Hint: Kinetic energy is the energy of motion, so the object which is moving will have motion and hence it will have kinetic energy. So as energy is of two types that is one is kinetic energy and the other one is potential energy similarly there are different types of kinetic energy like rotational, translational, etc.
Formula used
Kinetic energy,
$KE = \dfrac{1}{2}m{v^2}$; Where $KE$ is the kinetic energy, $m$ is the mass, and $v$ is the velocity.
$PE = mgh$; Where $m$is the mass, $g$ is the acceleration due to gravity, and $h$ will be the height.

Solution
In question, it is given that the body is very close to the earth and so we have to find how much energy the body is required to get completely escaped from it.
When the body is orbiting the earth then the centripetal force is provided by the gravitational force of attraction of earth.
Hence,
$ \Rightarrow \dfrac{{GMm}}{{{R^2}}} = \dfrac{{m{v^2}}}{R}$
Where $G$is the universal gravitational
Kinetic energy will be
$ \Rightarrow KE = \dfrac{{m{v^2}}}{2}$
Which will be equal to $\dfrac{{GMm}}{{2R}}$
Now the gravitational potential energy will be equal to,
\[ \Rightarrow PE = - \dfrac{{GMm}}{R}\]
As we know
After combining both the energy we will get the total energy.

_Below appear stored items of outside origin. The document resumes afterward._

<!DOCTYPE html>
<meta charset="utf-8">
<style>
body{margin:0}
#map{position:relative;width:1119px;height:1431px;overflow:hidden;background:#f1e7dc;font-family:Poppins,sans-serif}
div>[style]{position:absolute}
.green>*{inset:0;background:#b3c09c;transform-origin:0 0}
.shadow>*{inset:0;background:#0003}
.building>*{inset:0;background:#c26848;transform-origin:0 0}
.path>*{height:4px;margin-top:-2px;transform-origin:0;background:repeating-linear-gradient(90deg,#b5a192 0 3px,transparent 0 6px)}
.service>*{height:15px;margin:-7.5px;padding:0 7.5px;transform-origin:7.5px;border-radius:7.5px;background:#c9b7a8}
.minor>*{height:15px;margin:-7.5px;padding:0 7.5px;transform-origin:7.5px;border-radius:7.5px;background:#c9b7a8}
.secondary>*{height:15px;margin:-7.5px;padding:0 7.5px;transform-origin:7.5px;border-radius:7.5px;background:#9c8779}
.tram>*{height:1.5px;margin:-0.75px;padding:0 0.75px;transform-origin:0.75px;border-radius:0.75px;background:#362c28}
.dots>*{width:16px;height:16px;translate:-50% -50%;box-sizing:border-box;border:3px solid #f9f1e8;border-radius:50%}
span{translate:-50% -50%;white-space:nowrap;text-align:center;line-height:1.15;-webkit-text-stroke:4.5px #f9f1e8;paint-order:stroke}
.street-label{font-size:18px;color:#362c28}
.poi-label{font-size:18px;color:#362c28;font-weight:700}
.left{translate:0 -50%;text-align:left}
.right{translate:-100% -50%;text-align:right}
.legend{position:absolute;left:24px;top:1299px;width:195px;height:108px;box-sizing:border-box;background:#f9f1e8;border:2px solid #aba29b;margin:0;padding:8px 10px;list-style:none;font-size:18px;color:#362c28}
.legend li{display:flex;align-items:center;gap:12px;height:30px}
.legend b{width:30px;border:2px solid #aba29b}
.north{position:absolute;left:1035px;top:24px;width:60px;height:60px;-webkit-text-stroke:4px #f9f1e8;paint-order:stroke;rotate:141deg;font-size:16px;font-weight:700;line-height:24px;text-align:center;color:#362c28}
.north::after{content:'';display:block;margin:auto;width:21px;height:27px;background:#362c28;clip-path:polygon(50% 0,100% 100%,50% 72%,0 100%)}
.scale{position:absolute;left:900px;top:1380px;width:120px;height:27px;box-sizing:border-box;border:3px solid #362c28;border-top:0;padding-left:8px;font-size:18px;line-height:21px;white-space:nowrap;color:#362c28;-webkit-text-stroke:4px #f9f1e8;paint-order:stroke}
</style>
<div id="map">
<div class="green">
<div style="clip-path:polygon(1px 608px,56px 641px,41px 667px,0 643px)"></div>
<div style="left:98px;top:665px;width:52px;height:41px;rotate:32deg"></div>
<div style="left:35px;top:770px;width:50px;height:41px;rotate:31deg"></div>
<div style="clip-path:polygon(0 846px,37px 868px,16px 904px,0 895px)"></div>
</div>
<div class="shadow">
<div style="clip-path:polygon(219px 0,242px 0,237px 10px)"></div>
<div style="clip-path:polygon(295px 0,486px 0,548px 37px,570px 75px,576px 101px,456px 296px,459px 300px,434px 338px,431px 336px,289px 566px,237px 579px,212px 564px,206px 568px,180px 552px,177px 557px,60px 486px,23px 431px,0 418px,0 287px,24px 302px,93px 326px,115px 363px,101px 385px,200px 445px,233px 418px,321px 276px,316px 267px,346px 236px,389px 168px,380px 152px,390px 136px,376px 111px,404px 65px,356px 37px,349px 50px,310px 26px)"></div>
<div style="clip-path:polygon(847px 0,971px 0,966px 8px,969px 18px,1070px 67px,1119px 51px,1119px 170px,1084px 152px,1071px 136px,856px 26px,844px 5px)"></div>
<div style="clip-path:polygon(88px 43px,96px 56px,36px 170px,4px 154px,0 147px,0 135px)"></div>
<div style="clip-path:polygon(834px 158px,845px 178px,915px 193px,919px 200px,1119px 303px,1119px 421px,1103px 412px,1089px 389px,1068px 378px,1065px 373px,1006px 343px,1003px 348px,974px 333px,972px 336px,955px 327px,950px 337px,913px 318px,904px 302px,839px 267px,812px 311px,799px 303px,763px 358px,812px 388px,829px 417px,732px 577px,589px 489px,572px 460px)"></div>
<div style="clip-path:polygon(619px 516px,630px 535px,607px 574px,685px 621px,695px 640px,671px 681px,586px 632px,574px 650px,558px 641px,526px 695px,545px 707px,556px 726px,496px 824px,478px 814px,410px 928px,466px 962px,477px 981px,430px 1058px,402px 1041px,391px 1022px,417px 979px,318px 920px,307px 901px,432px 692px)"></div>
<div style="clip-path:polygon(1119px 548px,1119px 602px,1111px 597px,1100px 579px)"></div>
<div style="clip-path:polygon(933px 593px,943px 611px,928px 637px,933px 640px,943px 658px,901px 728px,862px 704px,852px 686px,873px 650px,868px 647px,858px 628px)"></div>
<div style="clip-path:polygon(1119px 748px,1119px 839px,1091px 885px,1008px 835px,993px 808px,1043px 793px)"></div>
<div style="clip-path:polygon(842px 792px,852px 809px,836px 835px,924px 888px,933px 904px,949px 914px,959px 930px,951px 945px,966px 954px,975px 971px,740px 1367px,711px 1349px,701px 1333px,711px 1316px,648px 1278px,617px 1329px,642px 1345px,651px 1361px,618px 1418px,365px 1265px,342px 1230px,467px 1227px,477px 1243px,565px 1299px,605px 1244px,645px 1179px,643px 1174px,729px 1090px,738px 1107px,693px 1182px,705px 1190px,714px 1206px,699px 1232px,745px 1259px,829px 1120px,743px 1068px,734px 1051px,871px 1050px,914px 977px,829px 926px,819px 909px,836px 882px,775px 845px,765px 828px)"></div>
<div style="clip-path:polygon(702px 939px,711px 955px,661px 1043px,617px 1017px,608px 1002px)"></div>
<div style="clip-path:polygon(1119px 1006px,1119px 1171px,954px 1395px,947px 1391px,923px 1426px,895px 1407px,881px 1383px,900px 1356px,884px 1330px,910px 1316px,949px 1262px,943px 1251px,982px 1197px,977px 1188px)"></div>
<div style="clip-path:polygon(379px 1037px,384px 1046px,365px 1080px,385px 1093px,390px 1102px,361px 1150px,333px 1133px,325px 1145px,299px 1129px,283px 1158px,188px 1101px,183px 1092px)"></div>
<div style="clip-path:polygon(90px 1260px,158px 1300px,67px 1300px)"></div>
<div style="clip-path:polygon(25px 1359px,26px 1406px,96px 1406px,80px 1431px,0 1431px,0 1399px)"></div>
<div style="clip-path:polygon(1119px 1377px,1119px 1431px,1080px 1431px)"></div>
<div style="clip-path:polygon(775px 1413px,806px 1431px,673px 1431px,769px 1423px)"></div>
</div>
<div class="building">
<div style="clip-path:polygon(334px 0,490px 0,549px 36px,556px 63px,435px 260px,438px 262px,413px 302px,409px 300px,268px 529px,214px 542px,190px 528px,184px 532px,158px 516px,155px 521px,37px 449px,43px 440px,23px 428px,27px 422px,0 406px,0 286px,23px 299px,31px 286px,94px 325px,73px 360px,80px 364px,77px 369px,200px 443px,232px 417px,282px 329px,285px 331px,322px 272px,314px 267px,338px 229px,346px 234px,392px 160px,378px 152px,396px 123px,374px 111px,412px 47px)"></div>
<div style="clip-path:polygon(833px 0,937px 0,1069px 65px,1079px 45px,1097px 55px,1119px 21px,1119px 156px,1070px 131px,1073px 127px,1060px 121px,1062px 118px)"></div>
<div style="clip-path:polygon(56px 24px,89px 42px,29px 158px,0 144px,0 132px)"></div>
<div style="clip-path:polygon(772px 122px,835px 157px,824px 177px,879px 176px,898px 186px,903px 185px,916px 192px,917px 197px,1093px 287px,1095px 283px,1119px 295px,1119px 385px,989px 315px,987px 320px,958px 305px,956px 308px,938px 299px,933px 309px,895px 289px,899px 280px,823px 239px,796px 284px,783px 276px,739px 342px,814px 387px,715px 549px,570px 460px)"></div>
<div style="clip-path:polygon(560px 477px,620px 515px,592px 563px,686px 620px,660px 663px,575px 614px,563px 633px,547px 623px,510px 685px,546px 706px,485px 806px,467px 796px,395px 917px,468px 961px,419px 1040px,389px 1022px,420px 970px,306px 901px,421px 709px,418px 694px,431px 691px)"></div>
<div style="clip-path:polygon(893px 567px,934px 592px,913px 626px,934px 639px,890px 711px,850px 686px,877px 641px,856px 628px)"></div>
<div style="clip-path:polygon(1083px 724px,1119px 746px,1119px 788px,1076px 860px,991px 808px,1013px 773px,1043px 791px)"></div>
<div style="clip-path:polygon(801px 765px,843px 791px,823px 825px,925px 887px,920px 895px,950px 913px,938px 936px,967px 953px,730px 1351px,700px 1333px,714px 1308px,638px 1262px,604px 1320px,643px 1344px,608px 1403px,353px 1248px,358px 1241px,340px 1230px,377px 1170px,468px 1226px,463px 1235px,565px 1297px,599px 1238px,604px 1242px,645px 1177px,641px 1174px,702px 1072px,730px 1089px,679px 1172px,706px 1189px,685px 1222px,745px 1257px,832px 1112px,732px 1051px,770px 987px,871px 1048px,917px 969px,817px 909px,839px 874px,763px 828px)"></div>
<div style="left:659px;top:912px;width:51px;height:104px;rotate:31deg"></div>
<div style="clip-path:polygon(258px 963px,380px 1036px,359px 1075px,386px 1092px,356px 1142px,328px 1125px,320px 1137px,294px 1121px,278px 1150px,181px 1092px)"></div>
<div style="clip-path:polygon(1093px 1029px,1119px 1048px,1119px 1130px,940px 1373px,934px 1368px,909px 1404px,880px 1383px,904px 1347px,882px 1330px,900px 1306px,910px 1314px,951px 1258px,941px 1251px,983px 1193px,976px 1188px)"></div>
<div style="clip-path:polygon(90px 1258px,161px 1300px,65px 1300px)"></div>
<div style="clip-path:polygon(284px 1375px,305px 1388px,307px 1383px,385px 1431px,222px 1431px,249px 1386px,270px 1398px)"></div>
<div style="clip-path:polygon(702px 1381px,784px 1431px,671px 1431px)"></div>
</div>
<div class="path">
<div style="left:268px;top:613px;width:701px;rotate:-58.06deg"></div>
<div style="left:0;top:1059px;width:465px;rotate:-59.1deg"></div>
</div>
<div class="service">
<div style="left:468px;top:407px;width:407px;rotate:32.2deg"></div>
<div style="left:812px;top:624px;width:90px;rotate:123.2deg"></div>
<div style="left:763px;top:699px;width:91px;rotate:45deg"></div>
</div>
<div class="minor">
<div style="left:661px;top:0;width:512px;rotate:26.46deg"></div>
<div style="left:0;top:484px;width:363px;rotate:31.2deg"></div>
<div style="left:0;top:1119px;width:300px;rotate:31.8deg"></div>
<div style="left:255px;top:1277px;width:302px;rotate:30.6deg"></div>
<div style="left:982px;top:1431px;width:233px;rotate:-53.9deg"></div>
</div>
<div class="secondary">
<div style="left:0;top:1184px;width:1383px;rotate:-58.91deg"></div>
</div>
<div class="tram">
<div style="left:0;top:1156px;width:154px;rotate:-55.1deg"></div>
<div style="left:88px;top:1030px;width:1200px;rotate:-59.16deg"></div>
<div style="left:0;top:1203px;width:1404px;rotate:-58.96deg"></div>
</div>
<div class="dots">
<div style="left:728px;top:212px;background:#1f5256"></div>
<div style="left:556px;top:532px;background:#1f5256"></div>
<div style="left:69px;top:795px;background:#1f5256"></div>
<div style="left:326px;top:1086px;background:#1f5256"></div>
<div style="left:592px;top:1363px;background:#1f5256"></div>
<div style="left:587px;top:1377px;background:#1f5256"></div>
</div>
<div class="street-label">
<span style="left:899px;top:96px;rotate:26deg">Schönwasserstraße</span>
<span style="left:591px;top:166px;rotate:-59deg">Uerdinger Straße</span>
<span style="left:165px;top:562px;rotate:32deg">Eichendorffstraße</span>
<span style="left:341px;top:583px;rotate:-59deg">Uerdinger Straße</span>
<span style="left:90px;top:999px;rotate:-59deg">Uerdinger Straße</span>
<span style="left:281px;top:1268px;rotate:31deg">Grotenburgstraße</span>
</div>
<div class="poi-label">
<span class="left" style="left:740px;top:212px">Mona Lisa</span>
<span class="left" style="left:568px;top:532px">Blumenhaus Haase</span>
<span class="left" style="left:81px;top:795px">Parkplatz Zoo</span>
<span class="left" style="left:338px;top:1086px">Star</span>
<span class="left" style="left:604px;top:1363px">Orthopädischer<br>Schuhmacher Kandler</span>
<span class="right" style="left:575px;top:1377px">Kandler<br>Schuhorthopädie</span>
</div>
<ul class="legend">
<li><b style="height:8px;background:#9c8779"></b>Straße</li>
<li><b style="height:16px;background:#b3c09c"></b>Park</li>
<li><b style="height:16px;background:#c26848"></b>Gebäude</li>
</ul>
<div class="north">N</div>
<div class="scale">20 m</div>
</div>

So numerically we can write it as
$ \Rightarrow TE = PE + KE$
Where, $TE$ is the total energy, $PE$ is the potential energy, and $KE$ is the kinetic energy.
And also the total energy is equal to
$ \Rightarrow TE = - \dfrac{{GMm}}{{2R}}$
Therefore $\dfrac{{GMm}}{{2R}}$ which will be equal to $KE$ is required to completely escape from it.


Notes Newton discovered the link between the motion of the Moon and also the motion of a body falling freely on Earth. By his propellant and gravitational theories, he explained Kepler’s laws and established the modern quantitative science of gravitation.